The control device 27 is also, for example, a computer comprising a memory, not shown, and a processor, not shown.


Alternatively, the detection device 30 and the control device 27 form a single computer comprising a single processor 60 and a single memory 55. The memory 55 then also stores control software.


The first calculation module 35 is able to acquire the audio signal received from each microphone 25, for example, following reception of the calculation instruction from the accelerometer 28. The first calculation module 35 is able to calculate a spectrogram of the directions of arrival of the received signal on the speaker 10, from the audio signal received by the speaker 10 and acquired by each of the microphones 25. The spectrogram of the directions of arrival is calculated from all the components of the received audio signal.


For this purpose, the first calculation module 35 is able, for example, to apply the MUSIC (MUltiple SIgnal Classification) algorithm known from the state of the art and described in particular on the following web page https://fr.wikipedia.org/wiki/MUSIC_(algorithm). In a manner known per se, the MUSIC algorithm is configured to detect a sound signal coming from a search direction. When it detects a sound signal coming from a particular direction, it is necessarily the reflected component because, by construction, the direct component arrives in an identical manner according to all directions.


Using the MUSIC algorithm, then allows to identify a preferred direction of arrival for the audio signal received.


If the wall 15 is present in the speaker 10 environment, the component identified corresponds substantially to the reflected component of the received audio signal.


The MUSIC algorithm provides a matrix.


The columns of this matrix represent the directions of arrival about the speaker 10 according to a first sampling of directions of arrival. The columns therefore correspond to an angular interval of identical width from one column to another, in a predefined reference frame centered on a center of the speaker 10.


The rows of this matrix correspond to frequency bins. For example, the matrix comprises 257 rows.


Each value of the matrix is associated with a column and a row and corresponds to the power of the component identified by the MUSIC algorithm, in the angular interval of the associated column, and for the frequency interval of the associated row.


The first calculation module 35 is also optionally able to perform frequency sub-sampling and smoothing in sixths of an octave on the frequency axis of the matrix to reduce the number of rows, for example to 25 rows.

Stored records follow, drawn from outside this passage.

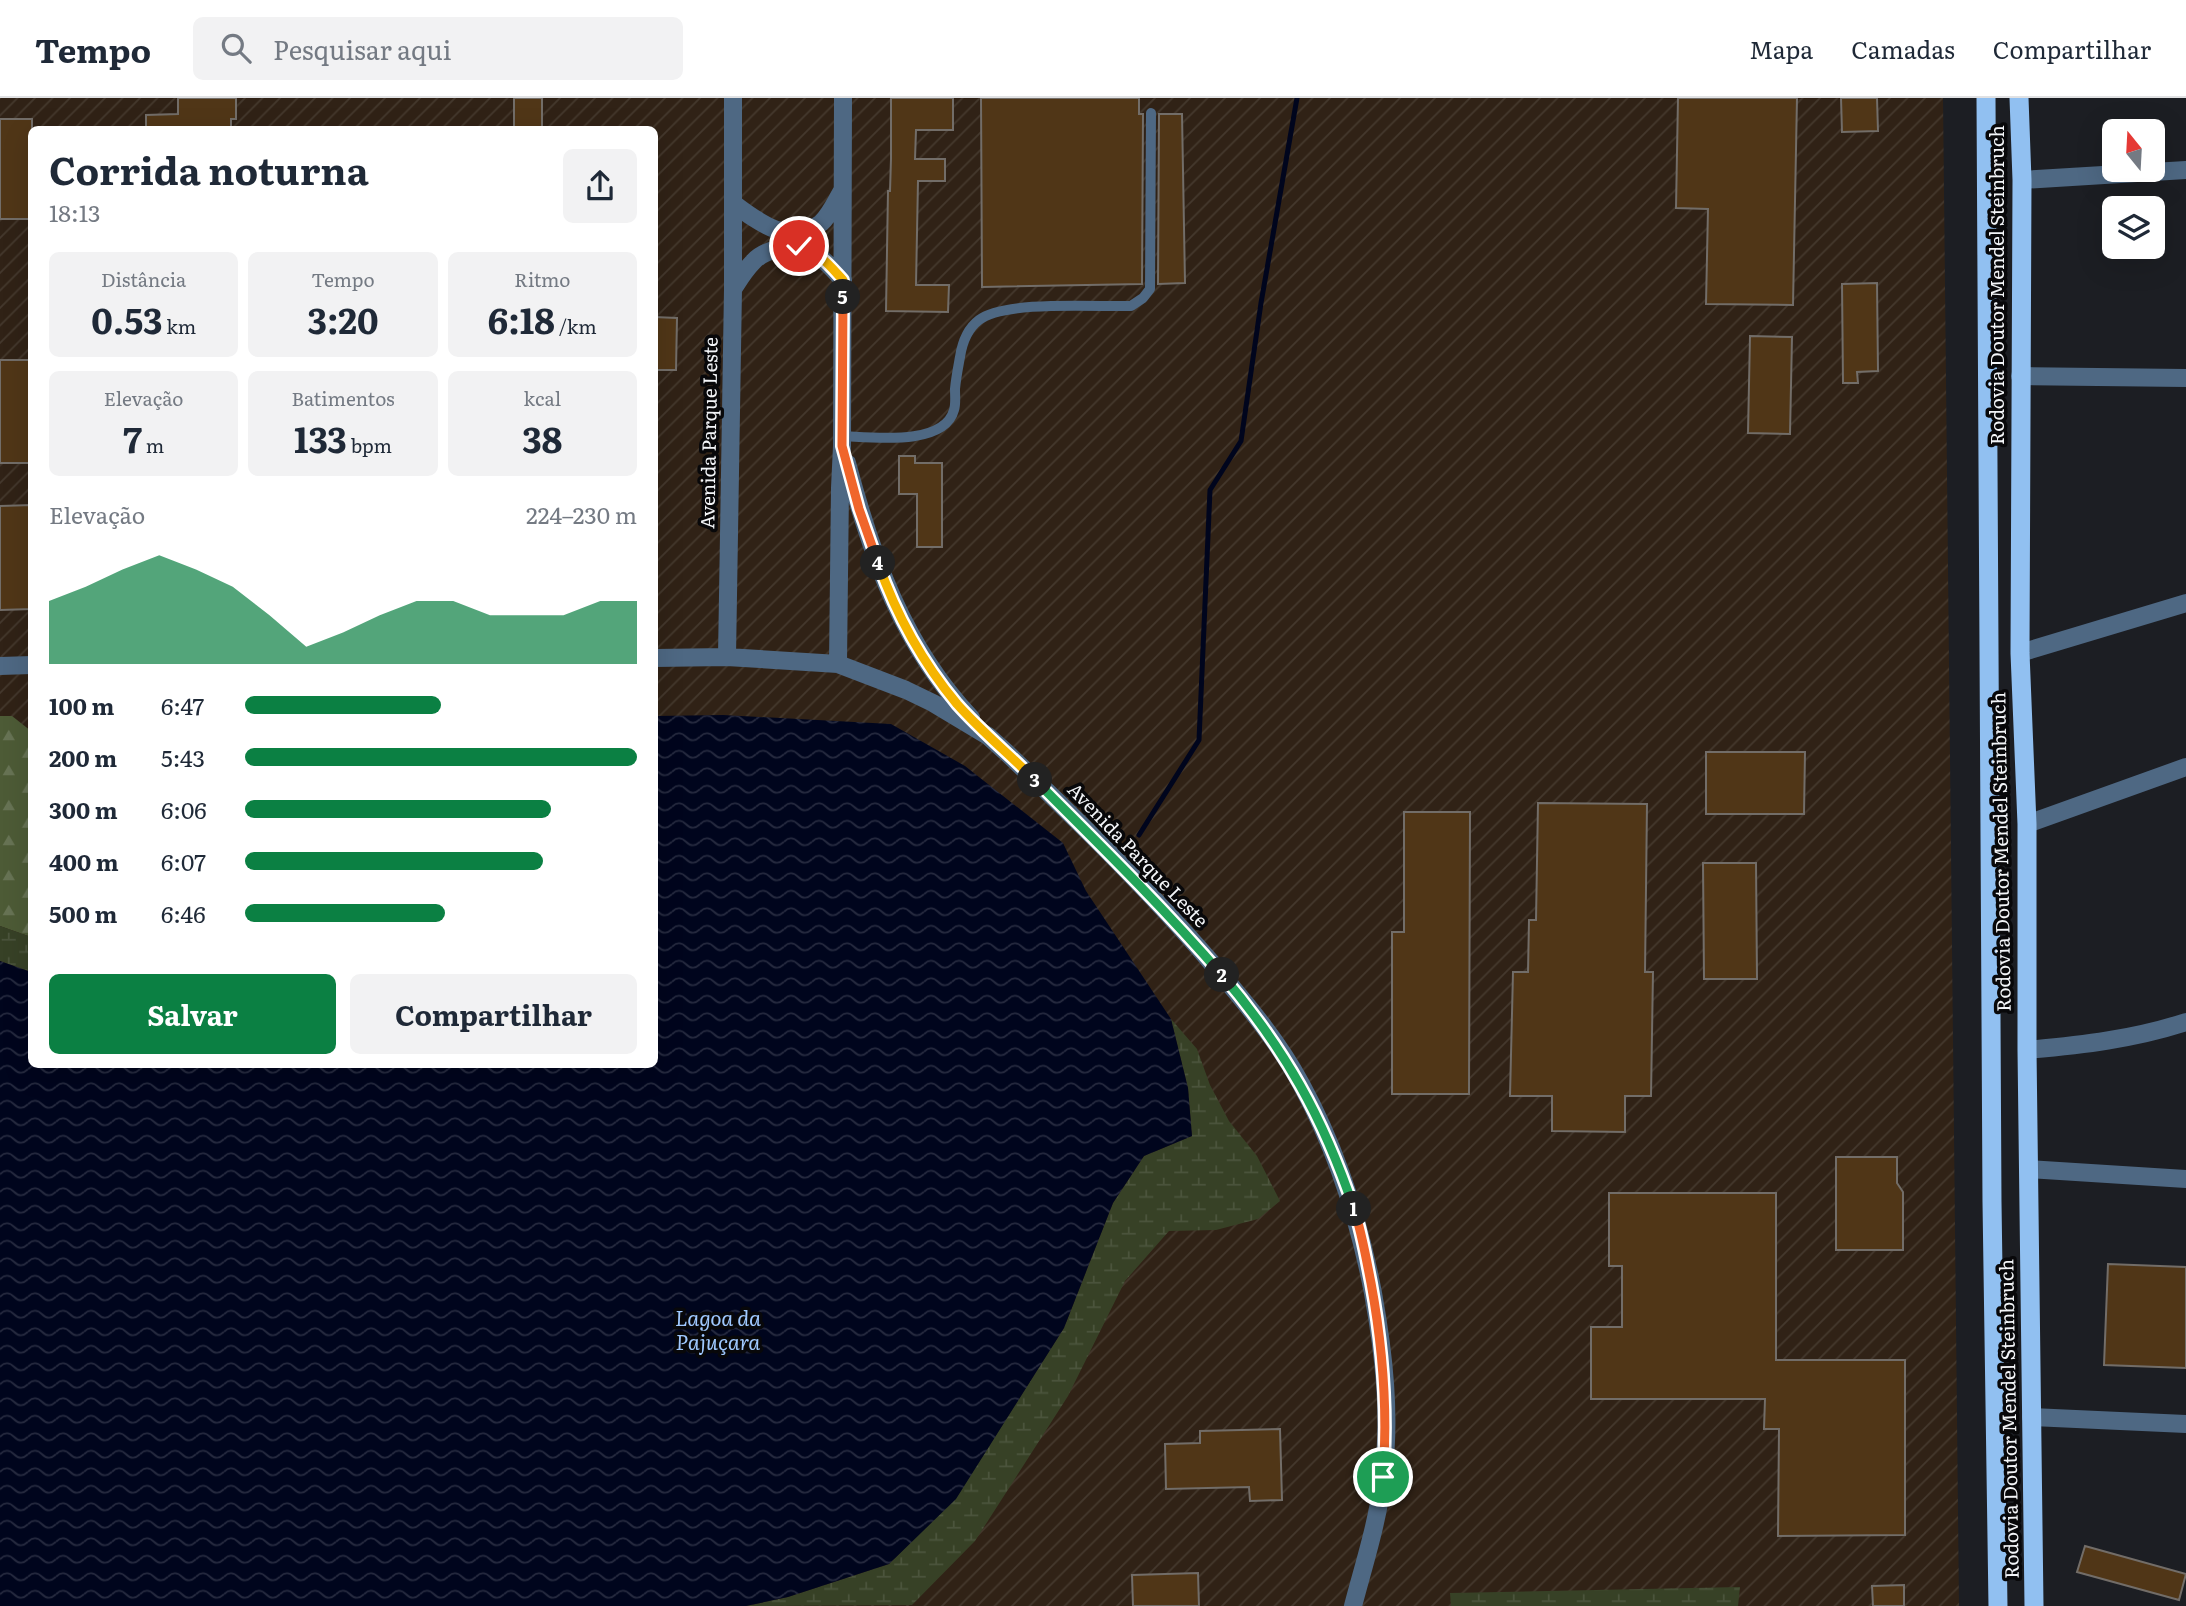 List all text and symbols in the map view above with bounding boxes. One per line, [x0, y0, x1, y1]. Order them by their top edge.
search box [193, 17, 683, 80]
text: Tempo [35, 24, 151, 73]
icon: search [217, 29, 255, 67]
text: Pesquisar aqui [273, 29, 451, 68]
text: Mapa [1749, 31, 1813, 66]
text: Camadas [1851, 31, 1955, 66]
text: Compartilhar [1993, 31, 2151, 66]
north arrow [2102, 119, 2165, 182]
map controls [2102, 119, 2165, 259]
street label: Rodovia Doutor Mendel Steinbruch [1982, 125, 2010, 445]
text: Corrida noturna [49, 140, 369, 197]
button: share [563, 149, 637, 223]
text: 18:13 [49, 195, 101, 229]
button: layers [2102, 196, 2165, 259]
pin [769, 216, 829, 276]
icon: check [780, 227, 818, 265]
text: Distância [101, 265, 186, 293]
text: Tempo [311, 265, 375, 293]
text: Ritmo [514, 265, 570, 293]
pin: 5 [826, 280, 860, 314]
text: 5 [837, 282, 848, 310]
text: 0.53 [91, 293, 162, 345]
text: 3:20 [307, 293, 379, 345]
text: 6:18 [488, 293, 555, 345]
text: km [162, 312, 196, 340]
text: /km [555, 312, 597, 340]
street label: Avenida Parque Leste [692, 337, 724, 529]
text: Elevação [104, 384, 183, 412]
text: Batimentos [291, 384, 395, 412]
text: kcal [524, 384, 561, 412]
text: 7 [123, 412, 142, 464]
text: 133 [294, 412, 347, 464]
text: 38 [522, 412, 562, 464]
text: m [142, 431, 164, 459]
text: bpm [347, 431, 392, 459]
text: Elevação [49, 497, 145, 531]
text: 224–230 m [526, 497, 637, 531]
pin: 4 [860, 546, 896, 580]
text: 4 [872, 548, 883, 576]
text: 100 m [49, 688, 114, 722]
text: 6:47 [161, 688, 204, 722]
street label: Rodovia Doutor Mendel Steinbruch [1983, 692, 2017, 1012]
text: 200 m [49, 740, 117, 774]
text: 5:43 [161, 740, 205, 774]
pin: 3 [1018, 762, 1052, 798]
text: 3 [1029, 765, 1040, 793]
street label: Avenida Parque Leste [1062, 776, 1216, 933]
text: 300 m [49, 792, 118, 826]
text: 6:06 [161, 792, 207, 826]
text: 400 m [49, 844, 119, 878]
text: 6:07 [161, 844, 206, 878]
text: 500 m [49, 896, 117, 930]
text: 6:46 [161, 896, 206, 930]
pin: 2 [1204, 958, 1240, 992]
text: 2 [1216, 960, 1227, 988]
button: Salvar [49, 974, 336, 1054]
button: Compartilhar [350, 974, 637, 1054]
pin: 1 [1336, 1192, 1372, 1226]
text: 1 [1350, 1194, 1357, 1222]
street label: Rodovia Doutor Mendel Steinbruch [1991, 1259, 2025, 1579]
water label: Lagoa da Pajuçara [675, 1301, 761, 1356]
pin [1353, 1447, 1413, 1507]
icon: arrive [1364, 1458, 1402, 1496] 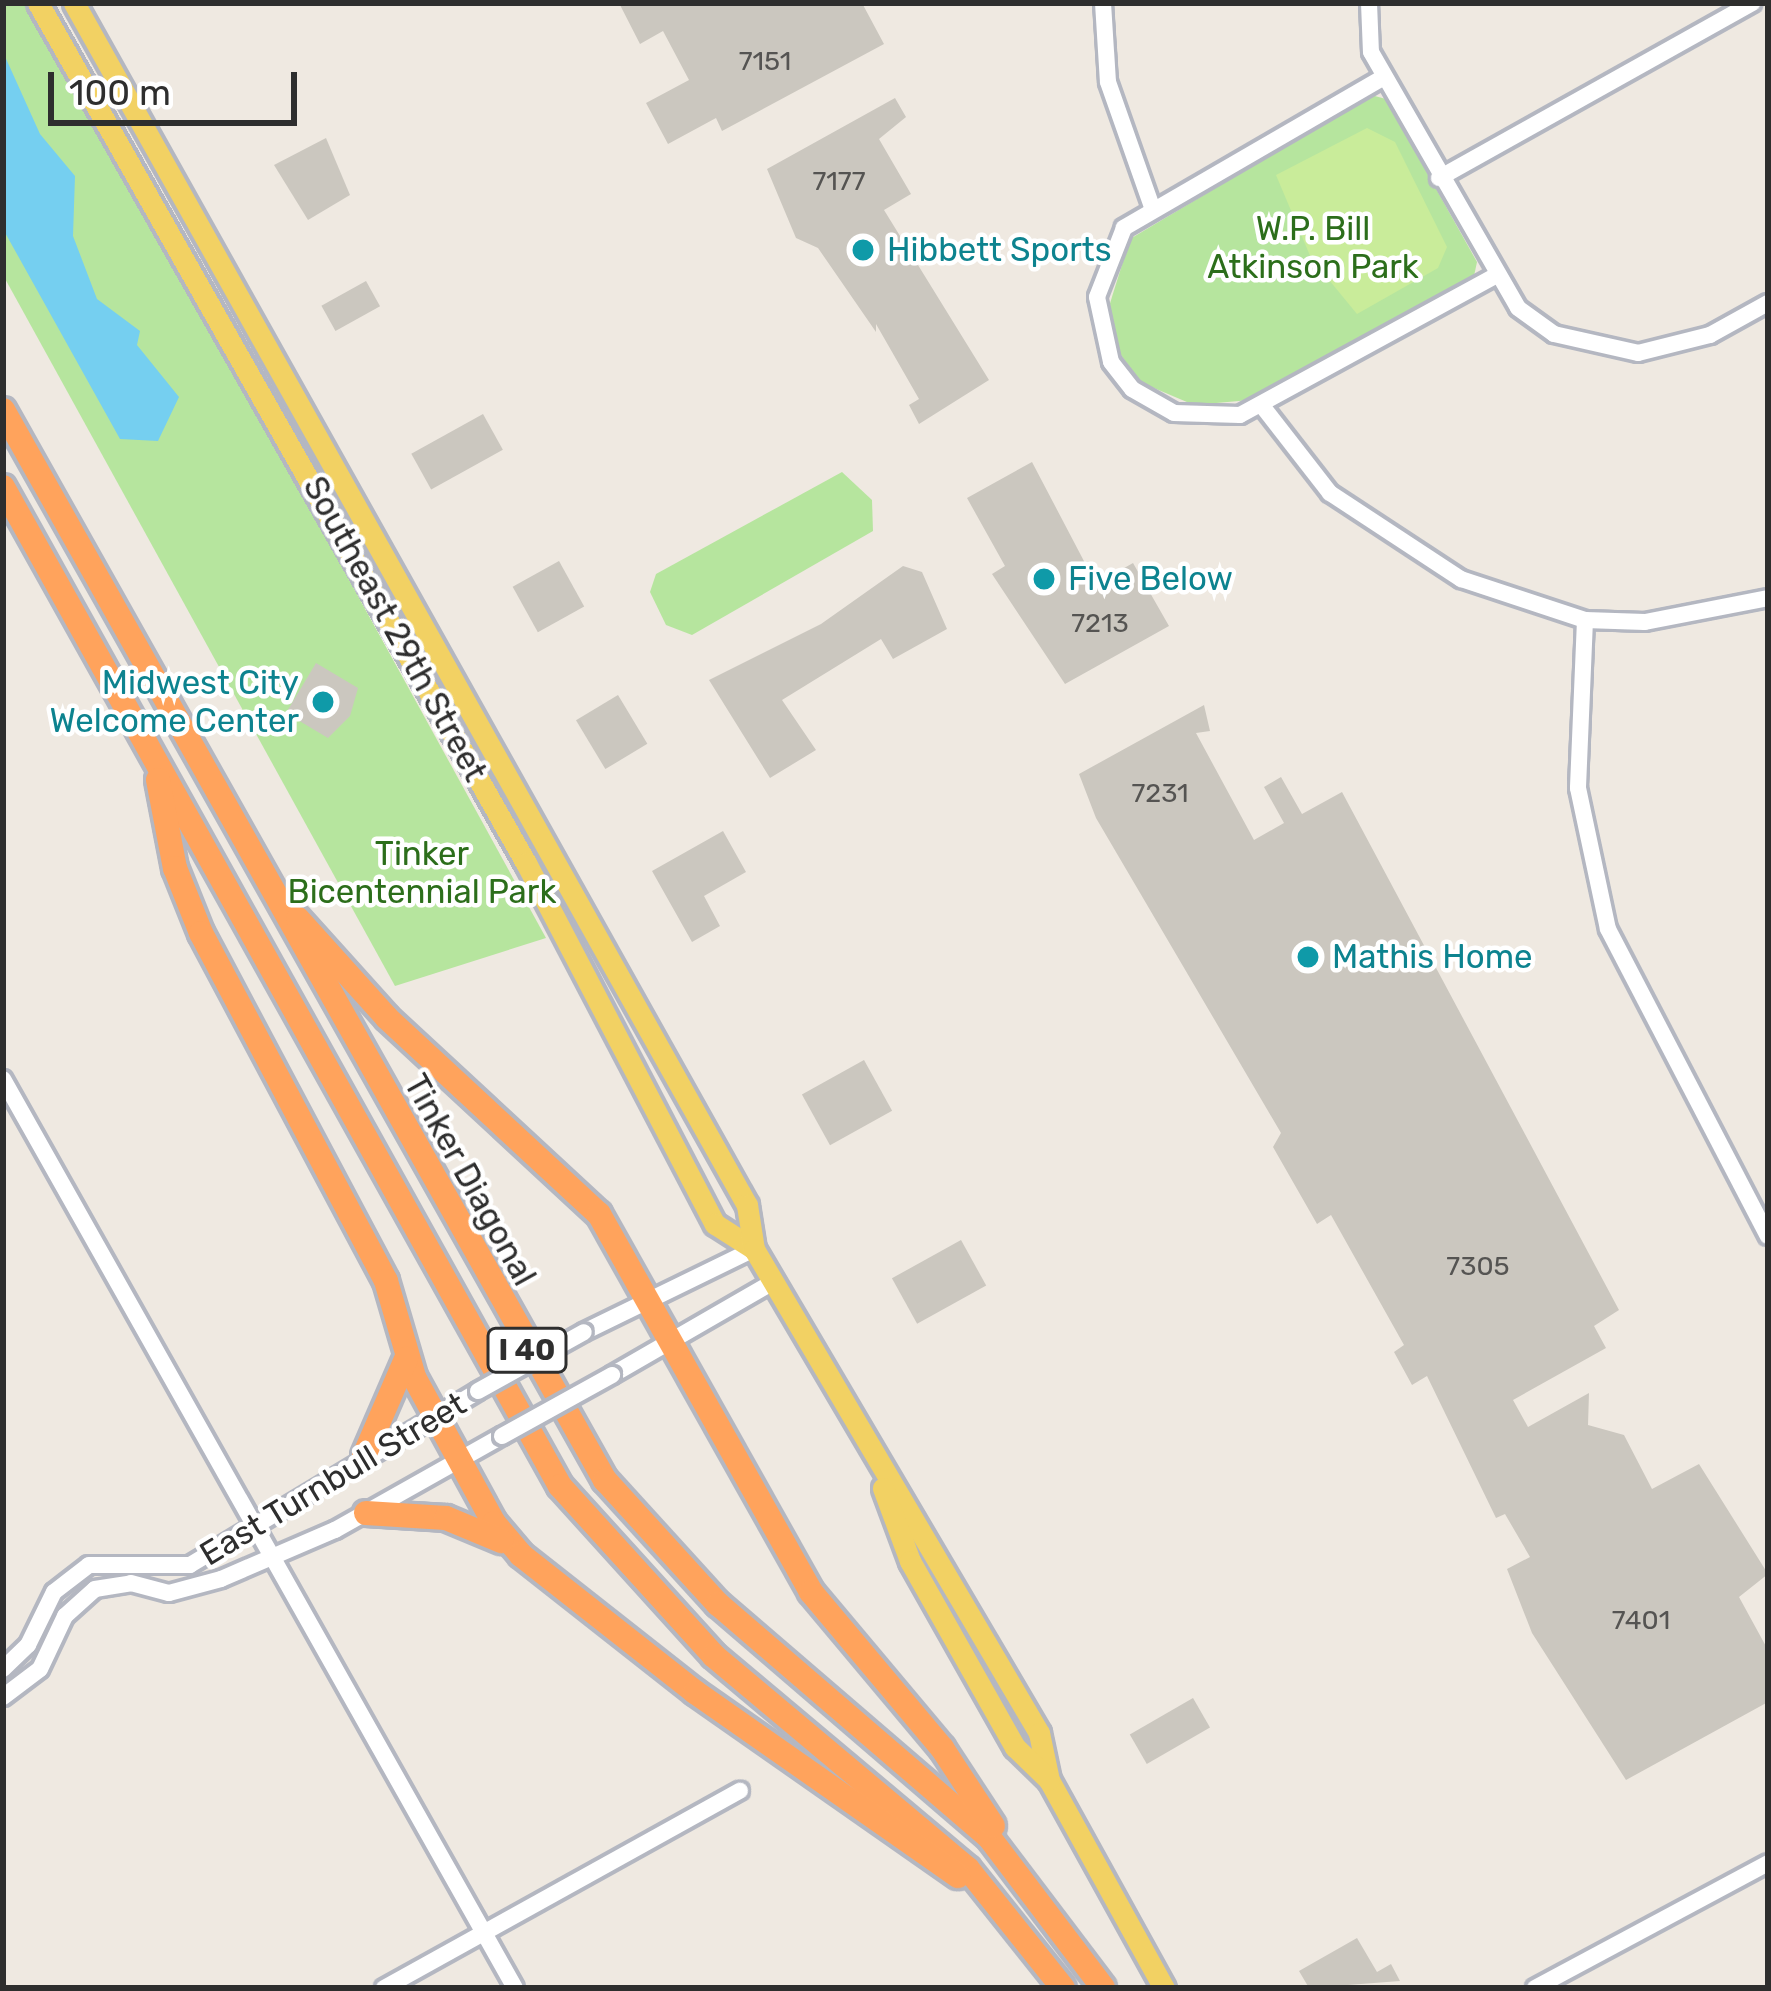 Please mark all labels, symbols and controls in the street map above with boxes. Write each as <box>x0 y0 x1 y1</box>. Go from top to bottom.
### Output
house number: 7151 <box>739 46 791 78</box>
scale bar <box>54 48 303 122</box>
text: 100 m <box>69 71 171 114</box>
house number: 7177 <box>812 166 866 198</box>
park label: W.P. Bill Atkinson Park <box>1207 209 1419 287</box>
place label: Hibbett Sports <box>887 230 1111 270</box>
marker: Hibbett Sports <box>850 237 876 263</box>
street label: Southeast 29th Street <box>295 470 495 788</box>
place label: Five Below <box>1068 559 1233 599</box>
marker: Five Below <box>1031 566 1057 592</box>
house number: 7213 <box>1071 608 1129 640</box>
place label: Midwest City Welcome Center <box>50 663 299 741</box>
marker: Midwest City Welcome Center <box>310 689 336 715</box>
house number: 7231 <box>1132 778 1188 810</box>
park label: Tinker Bicentennial Park <box>288 834 556 912</box>
place label: Mathis Home <box>1332 937 1532 977</box>
marker: Mathis Home <box>1295 944 1321 970</box>
street label: Tinker Diagonal <box>395 1067 545 1293</box>
house number: 7305 <box>1446 1251 1510 1283</box>
road number: I 40 <box>485 1326 569 1374</box>
street label: East Turnbull Street <box>193 1384 473 1574</box>
house number: 7401 <box>1612 1605 1670 1637</box>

Alternatively, smoothing can be realized in twelfths of an octave, in thirds of an octave or per octave.


In addition, the first calculation module 35 is optionally able to reduce the number of columns by averaging the values over several angular intervals, for example so that the matrix comprises only 8 columns. In other words, after averaging, each column corresponds to an angular interval of 45°.


In addition, the first calculation module 35 is preferably able to normalize the values of the matrix obtained so that the highest value corresponds to the value 1 and the other values correspond to percentages of the highest value.


Thus, the direction(s) of arrival for which the values are highest are the most likely directions of arrival on the speaker 10 of the reflected component. Thus, this direction or these directions of arrival are the most probable directions in which the wall 15 is located relative to the speaker 10.


The matrix obtained by the first calculation module 35 is then the spectrogram of the directions of arrival of the sound sources about the speaker 10, including in particular, the reflected component identified when it is present. An example of such a spectrogram is shown in FIG. 2 in grayscale. In FIG. 2, each box corresponds to a value in the matrix obtained.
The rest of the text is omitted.